Addresses of functions are not constant expressions, and template arguments are required to be a constant expression known at compile time.
There’s no guarantee that the addresses of different functions are distinct, or have a certain order, that they exist at all, and in certain case they might not even be known until runtime.
So, I have absolutely no idea how you would envision this to work.

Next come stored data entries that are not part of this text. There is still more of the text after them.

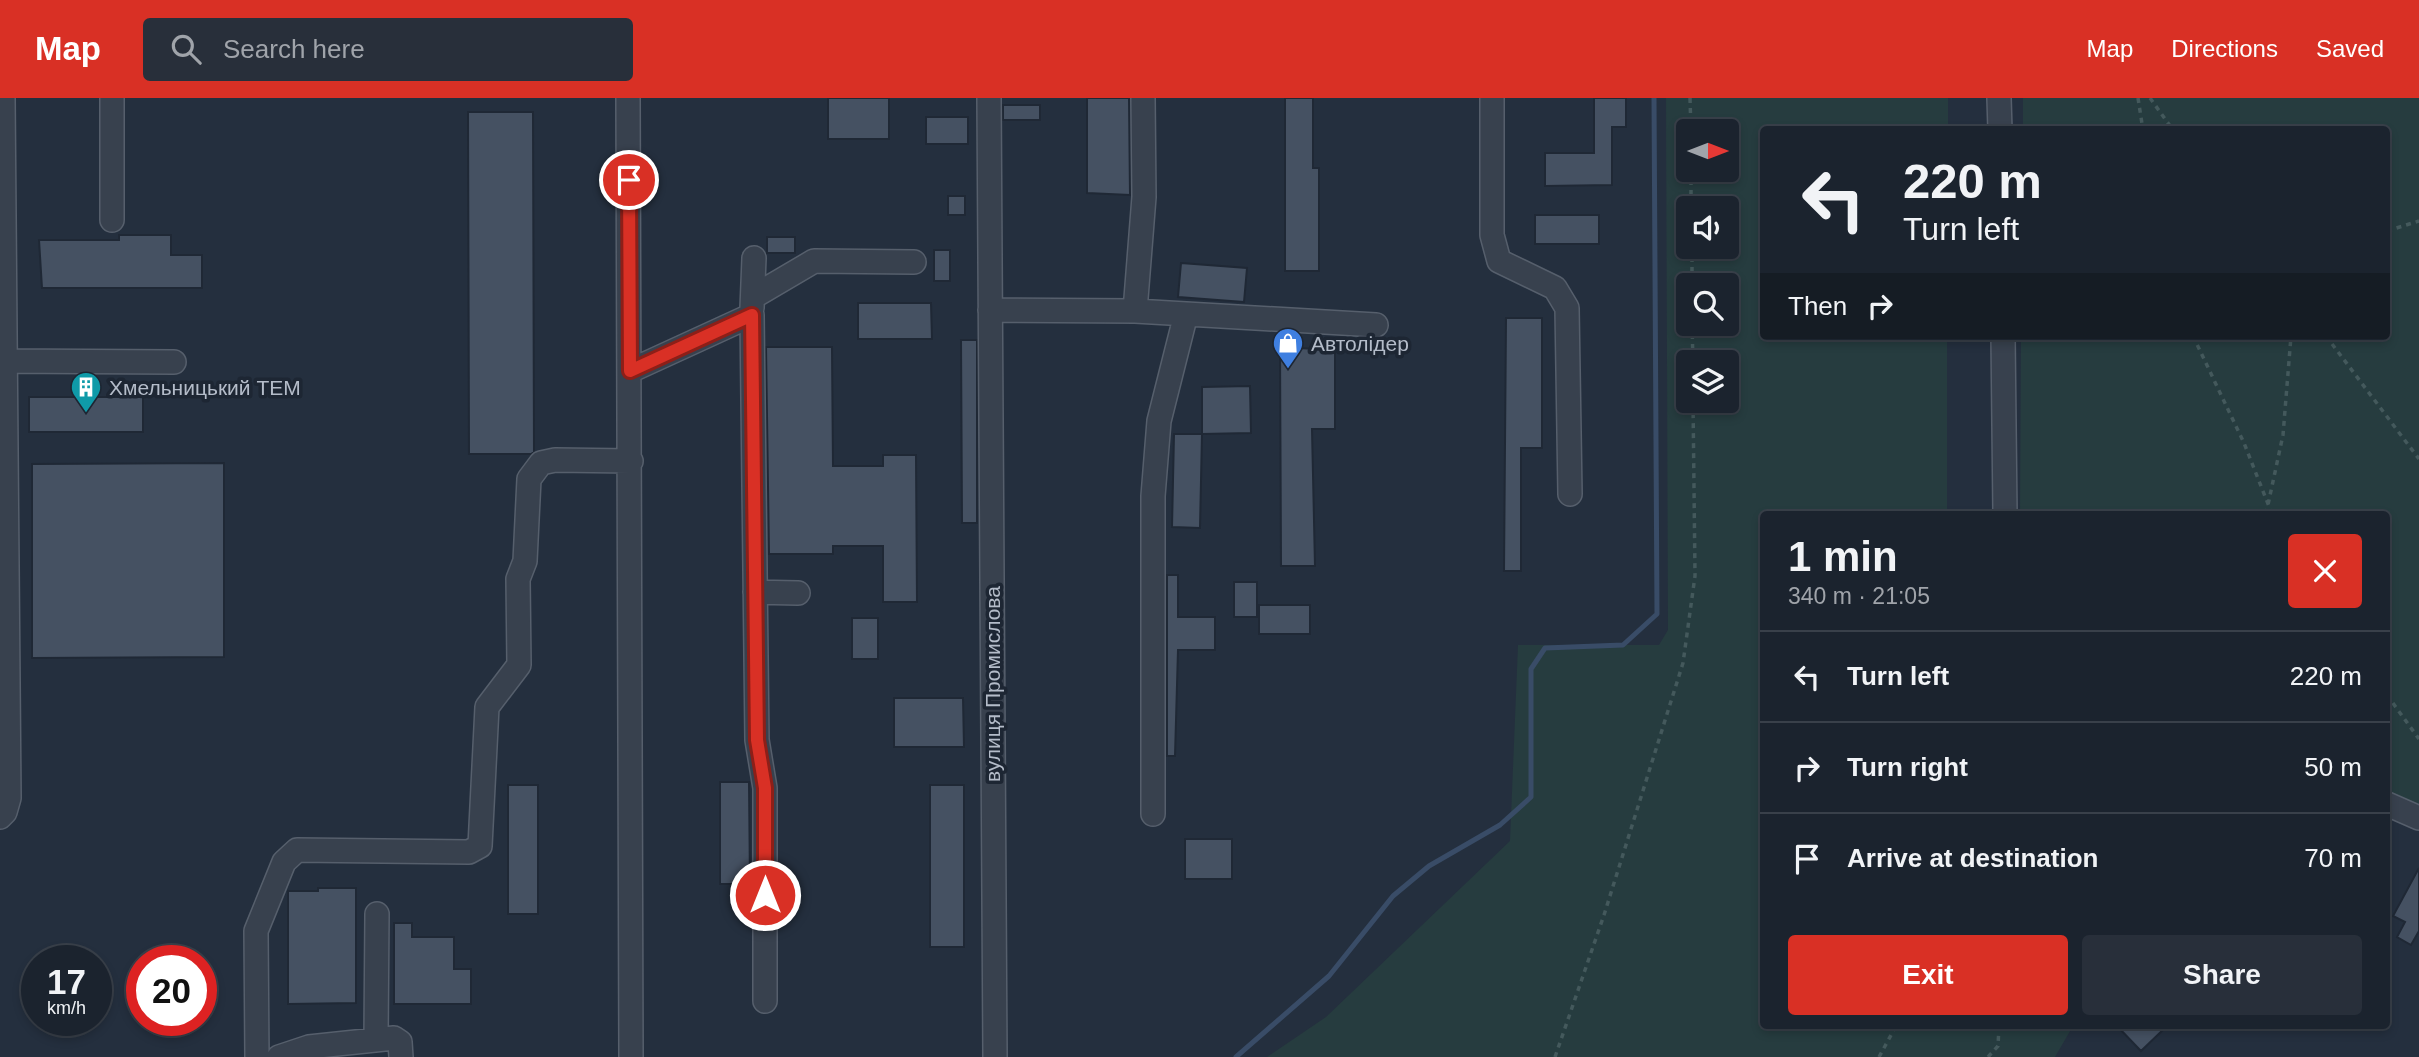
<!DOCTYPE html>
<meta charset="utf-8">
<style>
body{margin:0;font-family:Helvetica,sans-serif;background:#282f3a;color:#f1f3f6;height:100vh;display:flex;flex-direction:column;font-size:26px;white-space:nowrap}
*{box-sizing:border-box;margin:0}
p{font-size:23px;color:#a0a4aa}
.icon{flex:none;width:38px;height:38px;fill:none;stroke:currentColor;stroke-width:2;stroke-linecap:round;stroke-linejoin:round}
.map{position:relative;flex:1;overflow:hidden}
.sheet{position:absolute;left:1760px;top:413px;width:630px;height:518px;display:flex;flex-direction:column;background:#1b232e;border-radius:7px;box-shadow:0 4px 10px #0003,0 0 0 2px #39404a}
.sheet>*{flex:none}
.guide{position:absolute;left:1760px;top:28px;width:630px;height:214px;border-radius:7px;box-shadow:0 4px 10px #0003,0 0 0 2px #39404a;background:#1b232e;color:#f1f3f6;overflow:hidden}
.needle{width:46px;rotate:90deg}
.fabs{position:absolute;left:1676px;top:21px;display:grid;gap:14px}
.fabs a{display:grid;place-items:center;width:63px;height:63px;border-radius:7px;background:#1b232e;box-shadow:0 4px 10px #0003,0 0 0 2px #39404a;font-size:35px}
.speed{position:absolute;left:21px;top:847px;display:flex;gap:14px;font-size:35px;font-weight:700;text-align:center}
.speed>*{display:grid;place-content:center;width:91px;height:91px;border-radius:50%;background:#1b232e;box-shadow:0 4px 10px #0003,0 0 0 2px #39404a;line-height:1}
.speed small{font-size:18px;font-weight:400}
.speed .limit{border:10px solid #d22;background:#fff;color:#111}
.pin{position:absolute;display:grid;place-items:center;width:60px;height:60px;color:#fff;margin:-30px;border:4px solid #fff;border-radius:50%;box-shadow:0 2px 7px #0007}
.me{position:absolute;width:77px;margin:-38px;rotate:0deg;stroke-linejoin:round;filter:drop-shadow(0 0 5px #0008)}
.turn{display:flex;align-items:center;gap:24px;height:147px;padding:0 28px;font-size:32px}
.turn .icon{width:91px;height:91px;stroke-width:2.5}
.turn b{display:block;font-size:49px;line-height:60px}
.then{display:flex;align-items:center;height:66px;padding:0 28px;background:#0003;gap:14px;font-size:26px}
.round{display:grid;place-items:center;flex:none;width:74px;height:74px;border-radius:7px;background:#282f3a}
.headline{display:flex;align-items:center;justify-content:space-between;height:119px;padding:0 28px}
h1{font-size:42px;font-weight:700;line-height:52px}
.action{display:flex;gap:14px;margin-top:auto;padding:14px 28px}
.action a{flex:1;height:80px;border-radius:7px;background:#d93025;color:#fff;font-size:28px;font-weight:700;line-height:80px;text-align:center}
.action a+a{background:#282f3a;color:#f1f3f6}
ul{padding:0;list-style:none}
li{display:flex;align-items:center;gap:21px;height:91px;padding:0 28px;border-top:2px solid #39404a}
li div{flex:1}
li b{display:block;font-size:26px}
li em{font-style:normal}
header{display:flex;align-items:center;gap:42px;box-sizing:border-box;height:98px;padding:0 35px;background:#d93025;color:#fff}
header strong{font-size:33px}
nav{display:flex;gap:38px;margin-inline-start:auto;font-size:24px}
.search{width:490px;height:63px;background:#282f3a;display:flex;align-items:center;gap:18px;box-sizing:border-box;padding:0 24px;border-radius:7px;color:#a0a4aa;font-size:26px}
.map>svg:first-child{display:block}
.green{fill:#263c3f;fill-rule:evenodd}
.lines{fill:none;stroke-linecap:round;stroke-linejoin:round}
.stream{stroke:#394c67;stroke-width:5}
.building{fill:#455162;stroke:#1f2835;stroke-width:2}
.minor-casing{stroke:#565f6c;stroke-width:26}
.path{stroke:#44595c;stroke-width:3.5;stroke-dasharray:5 5;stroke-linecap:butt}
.minor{stroke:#38414e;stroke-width:23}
.route-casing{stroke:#8d1f18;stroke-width:18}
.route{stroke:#d93025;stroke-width:12}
.labels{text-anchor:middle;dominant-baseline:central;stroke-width:7;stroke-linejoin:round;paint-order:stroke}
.poi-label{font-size:21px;fill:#b4bcc9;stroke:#1d2633;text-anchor:start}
.street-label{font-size:21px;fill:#b4bcc9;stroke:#1d2633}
</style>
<header>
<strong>Map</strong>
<div class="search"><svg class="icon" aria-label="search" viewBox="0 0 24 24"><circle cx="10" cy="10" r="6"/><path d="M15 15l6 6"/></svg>Search here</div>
<nav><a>Map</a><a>Directions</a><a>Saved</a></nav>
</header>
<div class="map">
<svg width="2419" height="959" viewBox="0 0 2419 959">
<rect width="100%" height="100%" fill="#242f3e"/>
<path class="green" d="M1666 0H1948V31L1764 32V238H1947V416H1764V928H2073L2055 959H1267L1326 919 1510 743 1518 547H1659L1668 532ZM1689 33H1727V72H1689ZM1689 110H1727V149H1689ZM1689 187H1727V226H1689ZM1689 264H1727V303H1689Z
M2023 0H2419V712L2387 697V416H2020L2021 238H2387V32L2023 31Z"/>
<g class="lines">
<path class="stream" d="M1236 959 1329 878 1393 798 1429 768 1500 727 1531 699V571L1545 550 1623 547 1657 516 1654 0"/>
</g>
<path class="building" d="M828 0H889V41H828Z
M1087 0H1129L1130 97 1087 95Z
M1285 0H1313V70H1319V173H1285Z
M1594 0H1626V29H1612V87L1545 88V55H1594Z
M1003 7H1040V22H1003Z
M468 14H533L534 354 531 356H469Z
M926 19H968V46H926Z
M948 98H965V117H948Z
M1535 117H1599V146H1535Z
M119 137H171V157H202V190H42L39 142H119Z
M767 139H795V155H767Z
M934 152H950V183H934Z
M1181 165 1247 170 1244 204 1178 199Z
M858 205H931L932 241H858Z
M1506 220H1542V350H1521V473H1504Z
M961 242H977V425H962Z
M766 249H832L833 368H883V357H916L917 504H883V448H833V456H769Z
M1280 249 1335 252V331H1312L1315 468H1281Z
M1250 288 1251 335 1202 336V289Z
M29 299H143V334H29Z
M1174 336H1202L1200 430 1172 429Z
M224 365V559L32 560V366Z
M1167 477H1178V519H1215V552H1178L1175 658H1167Z
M1234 484H1257V519H1234Z
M1259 507H1310V536H1259Z
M852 520H878V561H852Z
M894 600H963L964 649H894Z
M720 684H749L750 786H720Z
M508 687H538V816H508Z
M930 687H964V849H930Z
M1185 741H1232V781H1185Z
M2419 770V833L2411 847 2397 839 2405 824 2393 818Z
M318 790H356V905L288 906V793H318Z
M394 825H412V839H454V871H471V906H394Z
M2117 928H2167L2141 953Z"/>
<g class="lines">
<g class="minor-casing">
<path id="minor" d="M112 0V122
M628 0 631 959
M989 0 995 959
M1492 0V137L1499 163 1555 190 1567 210 1570 396
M1999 0 2000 32
M753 199 814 163 914 164
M752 210 754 160
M990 212 1135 213 1376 227
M1135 213 1144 99 1143 0
M2003 238 2005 416
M0 263 174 264
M630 273 752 217 757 642 765 690V903
M755 494 798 495
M2387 706 2419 720
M1153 716V398L1159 323 1186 216
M0 719 5 714 9 700 3 0
M376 941 377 816
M257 959 256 833 284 764 297 752 469 754 480 748 487 609 519 567 518 481 525 463 529 381 541 365 555 362 631 363
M279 959 309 949 394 940 400 944 401 959"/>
</g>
<path class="path" d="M1690 0 1691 33
M2138 0 2143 32
M2150 0 2173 32
M1691 72V110
M2387 133 2419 123
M1692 149V187
M1692 226 1693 264
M2193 238 2244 345 2272 416
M2326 238 2419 361
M2266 416 2283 337 2291 238
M2387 597 2419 641
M1555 959 1604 817 1683 565 1695 478 1693 303
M1879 959 1896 928
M1988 959 1998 948 1999 928"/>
<use href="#minor" class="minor"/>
</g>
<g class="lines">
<g class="route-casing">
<path id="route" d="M629 82 630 273 752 217 757 642 765 690V797"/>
</g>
<use href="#route" class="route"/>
</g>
<defs>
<g id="shop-pin" transform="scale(1.575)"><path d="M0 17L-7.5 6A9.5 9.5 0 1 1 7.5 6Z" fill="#3f7fe0" stroke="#1d2633"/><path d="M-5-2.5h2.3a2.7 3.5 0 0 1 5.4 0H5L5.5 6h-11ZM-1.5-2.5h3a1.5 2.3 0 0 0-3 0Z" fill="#fff"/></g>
<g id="building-pin" transform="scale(1.575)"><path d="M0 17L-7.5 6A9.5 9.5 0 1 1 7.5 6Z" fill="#0f9aa8" stroke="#1d2633"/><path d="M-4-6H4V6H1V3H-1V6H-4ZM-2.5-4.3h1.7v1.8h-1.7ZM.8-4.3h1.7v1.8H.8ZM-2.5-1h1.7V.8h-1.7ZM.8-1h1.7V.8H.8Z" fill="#fff"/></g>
</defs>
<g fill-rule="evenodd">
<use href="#shop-pin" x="1288" y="245"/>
<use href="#building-pin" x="86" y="289"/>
</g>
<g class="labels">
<g class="poi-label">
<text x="1311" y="245">Автолідер</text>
<text x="109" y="289">Хмельницький ТЕМ</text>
</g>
<g class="street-label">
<text transform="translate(992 586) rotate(-90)">вулиця Промислова</text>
</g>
</g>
</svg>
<div class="fabs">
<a><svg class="needle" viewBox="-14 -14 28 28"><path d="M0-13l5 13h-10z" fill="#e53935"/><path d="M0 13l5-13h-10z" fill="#a0a4aa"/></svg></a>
<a><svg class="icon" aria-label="sound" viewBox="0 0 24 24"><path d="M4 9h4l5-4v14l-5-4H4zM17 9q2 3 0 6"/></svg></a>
<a><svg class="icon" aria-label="search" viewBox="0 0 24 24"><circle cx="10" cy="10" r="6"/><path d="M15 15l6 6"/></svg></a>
<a><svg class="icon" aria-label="layers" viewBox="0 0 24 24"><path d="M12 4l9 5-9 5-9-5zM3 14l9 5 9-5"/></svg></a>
</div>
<div class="speed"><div>17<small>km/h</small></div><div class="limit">20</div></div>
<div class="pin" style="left:629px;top:82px;background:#d93025"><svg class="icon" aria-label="arrive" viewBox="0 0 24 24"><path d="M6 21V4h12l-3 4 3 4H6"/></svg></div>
<svg class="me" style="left:765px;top:797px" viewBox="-20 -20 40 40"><circle r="17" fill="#d93025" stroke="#fff" stroke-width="3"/><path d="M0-11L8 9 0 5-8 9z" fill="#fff"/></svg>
<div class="guide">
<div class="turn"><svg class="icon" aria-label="left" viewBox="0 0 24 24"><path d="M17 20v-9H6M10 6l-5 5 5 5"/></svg><div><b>220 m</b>Turn left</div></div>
<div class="then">Then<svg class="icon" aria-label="right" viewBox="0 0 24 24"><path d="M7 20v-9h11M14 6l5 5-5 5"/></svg></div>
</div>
<section class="sheet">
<div class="headline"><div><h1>1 min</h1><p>340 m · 21:05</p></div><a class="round" style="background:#d93025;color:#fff"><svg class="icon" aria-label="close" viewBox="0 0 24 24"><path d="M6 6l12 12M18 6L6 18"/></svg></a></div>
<ul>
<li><svg class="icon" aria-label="left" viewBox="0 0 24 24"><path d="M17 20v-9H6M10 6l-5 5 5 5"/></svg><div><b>Turn left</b></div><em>220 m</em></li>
<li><svg class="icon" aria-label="right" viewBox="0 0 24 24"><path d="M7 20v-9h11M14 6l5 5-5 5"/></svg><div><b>Turn right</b></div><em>50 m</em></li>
<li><svg class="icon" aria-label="arrive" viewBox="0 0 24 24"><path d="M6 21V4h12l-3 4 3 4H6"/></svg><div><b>Arrive at destination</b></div><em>70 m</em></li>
</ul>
<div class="action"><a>Exit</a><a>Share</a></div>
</section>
</div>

From: Std-Proposals <std-proposals-bounces@lists.isocpp.org>
On Behalf Of organicoman via Std-Proposals
Sent: Wednesday, July 10, 2024 19:39
To: Andrey Semashev via Std-Proposals <std-proposals@lists.isocpp.org>
Cc: organicoman <organicoman@yahoo.fr>
Subject: Re: [std-proposals] template params of a function template
>> template<void(*)(int)>
>> struct A { // impl };
>You can't. A function pointer points to a >function. You can't have a
>pointer to a function template. So, at the >point when A is instantiated,
>the function pointer must be either null or >point to a function, whether
>it was generated as a result of a function >template instantiation or was
>never a template to begin with.
Yet a function pointer is compile time constant, that means we can examine its properties at compile time. And the template arguments are among these properties.
This is related to type erasure.
I think the compiler should allow a way to access the template arguments of a function pointer.
Because when we pass a function pointer generated from a function template usually we do
A<foo<T1,T2>> a;
Which is mandatory to avoid overload ambiguity.
And at this point, we see clearly the template arguments, and i don't see why the compiler can't see them!